Skating is a very basic physics thing in terms of this: You have a blade that’s cutting ice, and the person who can most powerfully shave ice goes the fastest forward. It’s basic action and reaction physics. For most kids, the easiest way to improve their speed is to improve their strength.

 

2. Improve your power

Strength and power aren’t the same. With power, there’s a time factor involved. You think about strength, and that has no time factor. No one asks you, “Hey how long did it take you to lift that weight?” Power, on the other hand, is introducing time into the equation. In power, time maters. OK, you have developed the ability to produce more force, but how can you produce that force more rapidly?

 

Powerful athletes, they may sometimes look like they shouldn’t be able to do what they’re doing. Maybe the easiest way to think about it is this: Strength is muscular, power is neurological.

 

Jumping is the easiest way to train for power. You start getting into the basic plyometrics — jumps and hops and bounds. I always think, for a kid, you start talking about it in really simple terms. If a kid wants to get fast, he or she will have to lift weights with their lower body.

 

To get stronger, benching probably won’t contribute to putting more force into your blades.

 

More important, the idea that you want them to start doing, like we tend to do, is more unilateral stuff.
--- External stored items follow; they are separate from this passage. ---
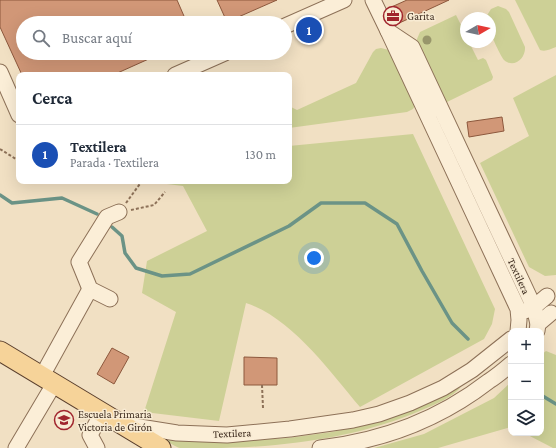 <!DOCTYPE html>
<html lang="es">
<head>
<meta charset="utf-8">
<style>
  :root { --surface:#fff; --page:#f2f2f3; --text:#1f2937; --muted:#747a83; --line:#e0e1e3; --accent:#a0252d }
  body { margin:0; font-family:"Crimson Pro",serif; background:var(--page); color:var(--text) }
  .controls { position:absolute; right:12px; bottom:12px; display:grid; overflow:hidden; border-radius:8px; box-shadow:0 4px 16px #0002 }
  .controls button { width:36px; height:36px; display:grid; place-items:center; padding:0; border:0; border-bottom:1px solid var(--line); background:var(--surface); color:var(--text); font:20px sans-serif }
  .compass { position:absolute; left:460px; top:12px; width:36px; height:36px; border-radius:50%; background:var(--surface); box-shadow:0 4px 16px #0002; rotate:81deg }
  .you { position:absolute; left:314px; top:258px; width:14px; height:14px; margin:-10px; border:3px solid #fff; border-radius:50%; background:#1a73e8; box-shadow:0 0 0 6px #1a73e833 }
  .badge { display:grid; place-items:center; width:26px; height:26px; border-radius:50%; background:var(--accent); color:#fff; font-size:13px; font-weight:700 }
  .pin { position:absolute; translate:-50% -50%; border:2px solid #fff; box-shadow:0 1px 4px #0006 }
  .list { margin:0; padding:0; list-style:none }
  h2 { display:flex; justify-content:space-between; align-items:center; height:52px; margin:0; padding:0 16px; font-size:17px }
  h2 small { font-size:13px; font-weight:400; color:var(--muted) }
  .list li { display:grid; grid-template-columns:26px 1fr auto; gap:12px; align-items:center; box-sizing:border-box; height:60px; padding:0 16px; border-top:1px solid var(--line) }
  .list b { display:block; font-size:15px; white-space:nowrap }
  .list p { margin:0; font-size:13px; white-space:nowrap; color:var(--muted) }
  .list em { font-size:13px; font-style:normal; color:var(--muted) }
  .icon { flex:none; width:22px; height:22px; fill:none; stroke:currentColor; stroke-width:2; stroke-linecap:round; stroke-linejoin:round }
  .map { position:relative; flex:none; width:556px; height:448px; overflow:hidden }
  .search { position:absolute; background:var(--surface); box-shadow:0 4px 16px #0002; left:16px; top:16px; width:276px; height:44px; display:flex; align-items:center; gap:10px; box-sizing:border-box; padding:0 14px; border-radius:22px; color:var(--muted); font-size:15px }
  .panel { position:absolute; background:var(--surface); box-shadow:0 4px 16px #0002; left:16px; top:72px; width:276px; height:112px; border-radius:8px }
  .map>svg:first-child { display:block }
  .green { fill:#cdd096 }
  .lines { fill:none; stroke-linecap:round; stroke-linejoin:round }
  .stream { stroke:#6b9386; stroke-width:3.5 }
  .building { fill:#d19777; stroke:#8d583d }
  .minor-casing { stroke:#8d7158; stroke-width:17 }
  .major-casing { stroke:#5a3f2d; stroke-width:21 }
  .path { stroke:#8d7158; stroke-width:2; stroke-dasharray:3 2; stroke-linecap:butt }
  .minor { stroke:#fbeed7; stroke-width:15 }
  .major { stroke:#f6d399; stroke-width:19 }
  .tree { fill:#98966b }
  .labels { text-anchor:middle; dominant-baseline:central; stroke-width:3; stroke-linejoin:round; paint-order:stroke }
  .poi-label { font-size:11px; fill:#3c2a1d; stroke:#f8ebd3; text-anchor:start }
  .street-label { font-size:11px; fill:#3c2a1d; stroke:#f8ebd3 }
</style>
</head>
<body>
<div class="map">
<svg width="556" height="448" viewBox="0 0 556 448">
  <rect width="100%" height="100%" fill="#f1e0c3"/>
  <g class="green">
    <path d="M515,0H556V47C550,49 546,52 540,50Z"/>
    <path d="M498,6L506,9L509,12L525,47C526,58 514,69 504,60C500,55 492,37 490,31C489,27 490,22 490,18H486V17L491,9Z"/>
    <polygon points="456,15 466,35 466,42 469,42 478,60 483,58 486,60 493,77 492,80 447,102 443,101 417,47 417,39 420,32"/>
    <polygon points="381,48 393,51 417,102 413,109 407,112 289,128 289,106 297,110 356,83 373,52 376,49"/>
    <polygon points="556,75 556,275 545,276 529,267 480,163 529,136 513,98"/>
    <path d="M413,134L495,309L492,324L484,339L360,407C329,371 293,319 246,303L219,421L144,412L176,312L142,293L147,261L207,231L183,186L151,182L152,181H289V146Z"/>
    <polygon points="546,351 556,355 556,448 553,448 524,433 541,433 541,355"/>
    <polygon points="511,382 511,427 438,448 374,448 424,434 494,398"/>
    <path d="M461,387C451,398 436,404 422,410C359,438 279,448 210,448C201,448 189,448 180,448C175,447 169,442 164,439V437L232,441L288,438L332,432L373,423L415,409Z"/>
  </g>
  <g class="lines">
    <g class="stream">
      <polyline points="0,195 12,203 62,198 97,214"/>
      <polyline points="112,227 122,236 125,253 136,268 162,276 190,274 289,226 321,203 365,203 397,224 422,271 452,323 468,339"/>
      <polyline points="541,395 556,404"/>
    </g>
  </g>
  <g class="building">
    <polygon points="0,0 177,0 187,23 23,23 23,53 162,53 113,75 22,75 0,27"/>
    <polygon points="217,0 277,0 227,22"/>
    <polygon points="407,0 449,0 395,25 387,9"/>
    <polygon points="502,117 504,131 469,137 467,122"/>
    <polygon points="112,348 129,357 114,384 97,374"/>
    <polygon points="244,357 277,358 277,385 244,385"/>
  </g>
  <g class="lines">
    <defs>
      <g id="minor">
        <polyline points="373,0 388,31"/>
        <polyline points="285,26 344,0"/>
        <polyline points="0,72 19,115"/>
        <polyline points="175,75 225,53"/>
        <polyline points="110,299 90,289 79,262 107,217 119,212"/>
        <polyline points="525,311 534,307 547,296"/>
        <polyline points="538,324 551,313"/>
        <polyline points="518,331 519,320 518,309 388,31 412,47 534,307 538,324 537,331"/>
        <polyline points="42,376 90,289"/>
        <polyline points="127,425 177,433 227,435 290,429 353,420 379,414 410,403 443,388 472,370 511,339"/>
        <polyline points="16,448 54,384"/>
        <polyline points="97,448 90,435 102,413"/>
        <path d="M320,448C382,441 440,419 489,381C497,376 504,370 511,364"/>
      </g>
      <polyline id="major" points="0,351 161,448"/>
    </defs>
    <use href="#minor" class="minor-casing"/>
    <use href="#major" class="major-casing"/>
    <g class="path">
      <polyline points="0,149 19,161"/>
      <polyline points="126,203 142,181"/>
      <polyline points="131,210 154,205 165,192"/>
      <polyline points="262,385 263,408"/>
    </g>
    <use href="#minor" class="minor"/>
    <use href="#major" class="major"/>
  </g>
  <circle class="tree" cx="427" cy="40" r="4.5"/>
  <defs>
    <symbol id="office-ring" viewBox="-11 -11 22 22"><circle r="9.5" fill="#f8ebd3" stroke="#a0252d" stroke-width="1.5"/><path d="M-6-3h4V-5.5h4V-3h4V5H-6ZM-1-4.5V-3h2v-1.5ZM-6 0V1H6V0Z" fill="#a0252d"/></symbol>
    <symbol id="school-ring" viewBox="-11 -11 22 22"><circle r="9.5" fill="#f8ebd3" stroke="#a0252d" stroke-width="1.5"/><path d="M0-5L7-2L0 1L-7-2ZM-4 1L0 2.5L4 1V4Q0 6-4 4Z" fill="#a0252d"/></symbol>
  </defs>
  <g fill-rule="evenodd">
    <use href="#office-ring" x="382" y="5" width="22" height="22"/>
    <use href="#school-ring" x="53" y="409" width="22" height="22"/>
  </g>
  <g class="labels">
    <g class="poi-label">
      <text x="407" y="16">Garita</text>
      <text x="78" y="414">Escuela Primaria<tspan x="78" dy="13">Victoria de Girón</tspan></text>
    </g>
    <g class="street-label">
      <text transform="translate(519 276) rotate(65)">Textilera</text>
      <text transform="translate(232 433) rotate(-2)">Textilera</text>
    </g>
  </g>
</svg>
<div class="controls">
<button>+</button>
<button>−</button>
<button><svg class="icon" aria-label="layers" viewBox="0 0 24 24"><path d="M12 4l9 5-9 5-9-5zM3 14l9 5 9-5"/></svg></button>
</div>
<svg class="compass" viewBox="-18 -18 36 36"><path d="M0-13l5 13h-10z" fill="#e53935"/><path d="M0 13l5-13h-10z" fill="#747a83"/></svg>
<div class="you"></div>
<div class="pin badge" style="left:309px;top:30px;background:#1a4fb4">1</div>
<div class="search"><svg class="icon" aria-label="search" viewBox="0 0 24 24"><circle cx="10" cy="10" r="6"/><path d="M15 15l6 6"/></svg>Buscar aquí</div>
<section class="panel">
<h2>Cerca<small></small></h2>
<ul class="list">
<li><span class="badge" style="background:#1a4fb4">1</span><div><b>Textilera</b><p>Parada · Textilera</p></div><em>130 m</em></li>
</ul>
</section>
</div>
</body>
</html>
We do split squats because, when you’re thinking about speed, it’s a unilateral activity: one leg at a time. We don’t squat a lot, but we will split squat a lot.

 

3. Don’t get slower

I wrote an article once with the title of “Want to Stink This Winter?” It was about running cross-country. It’s amazing how many times you hear in the hockey world, “Yeah, I wanted to get my son ready for hockey season, so I had him run cross-country.” If you’re trying to think of the worst thing to do, that would probably be it.

 

I always say, “You get what you train for.” If you train to get better at running a set pace for a long period of time, you’ll get better at it. One of the things you’ll notice is that most of the best sprinters weren’t good distance runners. Most look at that as common sense, and I would agree, but I would add, “Why are so many people who run faster running too far?”

 

4. Run faster, skate faster

It all sounds overly simplified, but it’s amazing how many people are trying to get fast, and you ask how often they do short sprints and they say never. You can get better form, you can get quicker feet, but if you’re not practicing the act of sprinting, you won’t get better at it.

 

Correspondingly, if you’re doing a lot of slow types of conditioning exercises, that will probably result in decreases in speed rather than increases in speed.

 

There’s a principle in training called the SAID principle. It’s “specific adaptation to imposed demand.” It basically means that your body adapts to what you ask it to do. In that situation, you want to be doing short sprints twice a week, and I’ve always been a big advocate of, “If you want to get faster, get rid of the puck.” A lot of coaches will argue that you need to be fast with the puck, but, if you analyze the game, there are an awful lot of puck races and not a lot of puck possessions. So, you think, from a speed standpoint, the guy who can possess the puck is the guy who can get the puck.

 

It’s almost the cart without the horse. If you never get the puck, then it’s not relevant how fast you are with it.

 

5. Concentrate on hard pushes, not fast feet

The analogy I use, and I wrote an article about this one time, is that Michael Flatley has fast feet. But he doesn’t go anywhere. People talk about a quick first step, but, if you took a quick first step without pushing with the other leg, you wouldn’t go anywhere.

 

Even in running, you wouldn’t go anywhere. What you’re not thinking about is that if I step forward with my right leg, I’m pushing with my left leg. It’s the pushing with my left leg that propels me forward. It’s not a quick first step as much as it is a quick first push. And I think that’s a critical point for people to understand when you think about speed.

 

The second step is, again, a push. If you have a lot of tap-dance-like foot contact, you go back to action-reaction physics – you’re not putting a great deal of force into the ice, and, therefore, you’re not moving forward.

 

Ultimately, it’s going to come down to how hard you’re pushing down against the ground. It’s all basic Newtonian physics. Action, reaction. With the ground and a solid substrate, you push against it, you go forward. With ice, you have a slightly different situation in the sense that you have yielding substrate. But the one thing you realize is that the initial acceleration portion of skating is very much like the initial acceleration portion of sprinting.

 

There are a lot of similarities in the first four or five strides. So what we try to teach people is: push, push, push. It’s always about pushing. It’s rarely about speed. I want that fast foot to be a reaction to a hard first push.

 

I think, sometimes, when someone is trying to have fast feet, they end up in a situation where they’re not pushing into the ground – so they’re not using that action-reaction. They’re not shaving ice. They’re not finishing their extension. There’s a lot of talk about knee bend, but I think that’s a function of strength. If you have week legs, you don’t want to bend your knees.

 

If we talk about posture, the solution is more strength. If that person gets stronger, they can tolerate the position better.